Memang dalam rangka pengembangan idea-idea, wacana-wacana, konseptualisasi dan praksis aktivitas berkenaan dengan perjuangan itu tak lah mungkin dalam dinamikanya merupakan sesuatu yang sempurna (perfect), meski begitu tetap saja harus ada yang terus melakukannya, diniatkanlah itu sebagai suatu gerakan yang harus dilakukan dengan segala kemampuan maksimal dan coba dioptimalisasikan, sehingga dapat menjadi ajang transformasi wawasan dan pengetahuan baik bagi diri sendiri juga masyarakat. Dan jika proses yang terjadi mencapai kesuksesan, tentunya merupakan kebahagiaan dan kedepan akan menjadi….meminjam bahasa hukum yakni yuriprudensi bagi kawan-kawan generasi yang lahir kemudian untuk terus melanjutkannya, tentunya dengan improvisasi ekspresi dan modifikasi pola dan keterpaduan sistem sebagai respon apresiatif terhadap dinamika zaman, sehingga selalu up to date.
Akhirnya, bagi yang masih pingin bergerak dan selalu melakukan gerakan, ‘Mungkin apa yang kita ideakan, fikirkan, konseptualisasikan dan yang kita perbuat saat ini, kita anggap suatu hal yang biasa-biasa saja. Namun, bisa jadi, semua itu menjadi suatu hal yang fenomenal dan insipirasi bagi generasi di masa hadapan.’

Red_Roodee de Gentille
site : redroodee.blogspot.com
e-mail : red_roodee@yahoo.com

Seputar Keyakinan

Seputar Keyakinan

Di suatu hari yang indah. Di suatu warung kopi, dua orang teman saya sedang berdialog tentang claim kebenaran atau yang lebih nyentrik dikenal dengan the claim of truth.
Teman yang satu menyatakan bahwa harusnya hidup itu menghindari saling klaim agar tak terjadi lagi benturan-benturan karena saling membela panji kebenaran yang dalam beberapa kasus berakhir dengan memanggul panji kekerasan. Teman yang lain sepakat, namun ia tetap berujar...bahwa klaim tetap dibutuhkan dalam rangka menjaga komitmen dan konsistensi keyakinan.
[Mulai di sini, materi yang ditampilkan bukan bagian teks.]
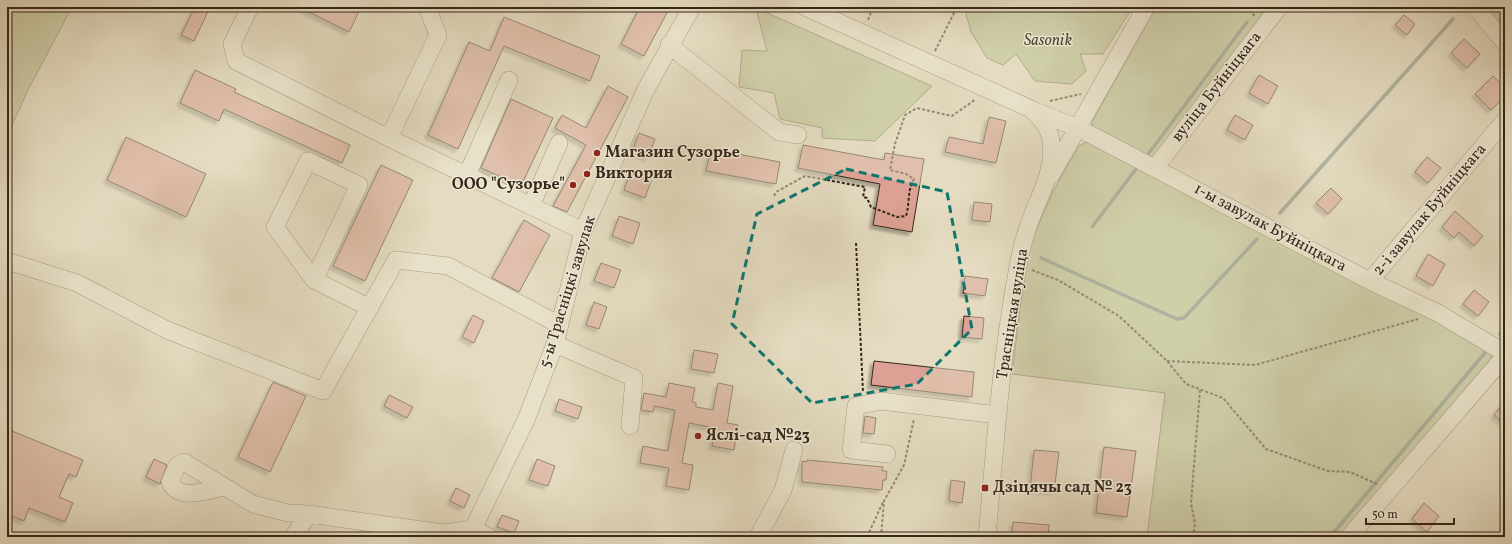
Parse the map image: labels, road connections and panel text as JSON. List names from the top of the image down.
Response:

Jika semua sudah dianggap sama, untuk apa kita mesti memanggul suatu keyakinan dan tetap hidup didalamnya. Jika klaim sudah tidak ada, maka juga akan berbahaya, karena akan menghancurkan sendi-sendi keyakinan beragama.
Saya mendengarkan dengan seksama, menunggu giliran saya untuk berkata. Ketika sampai masa itu, saya kebingungan harus ngomong apa, ditengah kebingungan itu saya bergumam antara kedengaran dan tidak.
...Kawan-kawan pernahkah kalian merasakan kita selalu di doktrin, bahwa keyakinan kita paling benar. Keyakinan bahwa agama kita benar itu dibangun dengan memperbandingkan dan menunjukkan kejelekan alias kelemahan dari keyakinan yang lain. Pertanyaan sederhana yang perlu kita tanya lagi pada diri kita adalah "Apakah kita baru yakin bahwa keyakinan kita benar setelah kita mempersalahkan keyakinan yang lain? Jika keyakinan yang lain itu tidak ada, tetapkah kita yakin bahwa keyakinan kita yang benar?"
Jika keyakinan yang kita miliki itu baru kita yakini benar setelah mempersalahkan keyakinan yang lain, berarti sesungguhnya kita belum yakin dengan apa yang kita yakini benar, sehingga memerlukan sesuatu yang mesti dikorbankan untuk membenarkan keyakinan kita (Kasar sekali khan proses kita membangun keyakinan didalam diri). Dan jika terus begitu, selamanya kita hidup dalam ketidak yakinan alias keraguan, apakah keyakinan kita saat ini benar atau tidak. Jangan sok ideologis denganku!


Gradasi Baik-Buruk

Sering saya ketemu dengan beberap orang yang kemudian bertanya tentang baik-buruk itu apa sih? karena saya bukan seorang ustadz, saya sebenarnya merasa tak punya legitimasi untuk menjelaskan persoalan ini dari sudut pandang agama, baik dari sudut pandang aqidah, ushul fiqh dan fiqh. Karena memang takut salah yang akhirnya menimbulkan fitnah, juga karena selama ini khawatir mengambil tugas ke-ustadz-an yang menurut banyak pihak adalah hak prerogatif klan para ustadz dan ulama. Ketika saya menolak berdialog dengannya, dia malah mengajari saya...sampaikanlah olehmu, walaupun satu ayat. Saya jadi miris juga, orang ini maksa pakai ayat lagi, dan saya pun sempat curiga, jangan-jangan ni orang sekedar menguji saya. Untuk menjawab sudut pandang filosofi-ilmiah pun saya kebingungan juga, karena saya belum sampai pada maqam filosof yang dibenaknya carut-marut memikirkan masalah-masalah seperti ini.
Namun, dipikir-pikir, tak ada ruginya kalau saya juga angkat bicara. Biarin deh, apapun tanggapannya nanti. Dengan ke-mumet-an kepala, saya beranikan diri dengan memaparkan suatu percontohan :

Jika anda melihat seorang anak kecil kencing ditempat kita yang nongkrong ini, apakah anda akan menyatakan itu perbuatan baik atau buruk?
Dia bilang bahwa itu perbuatan buruk tapi tak bisa dipersalahkan.
Jika saya kencing ditempat ini apakah anda akan menyatakan itu perbuatan baik atau buruk?
Dia jawab itu perbuatan yang sudah pasti buruk dan akan saya gebuk!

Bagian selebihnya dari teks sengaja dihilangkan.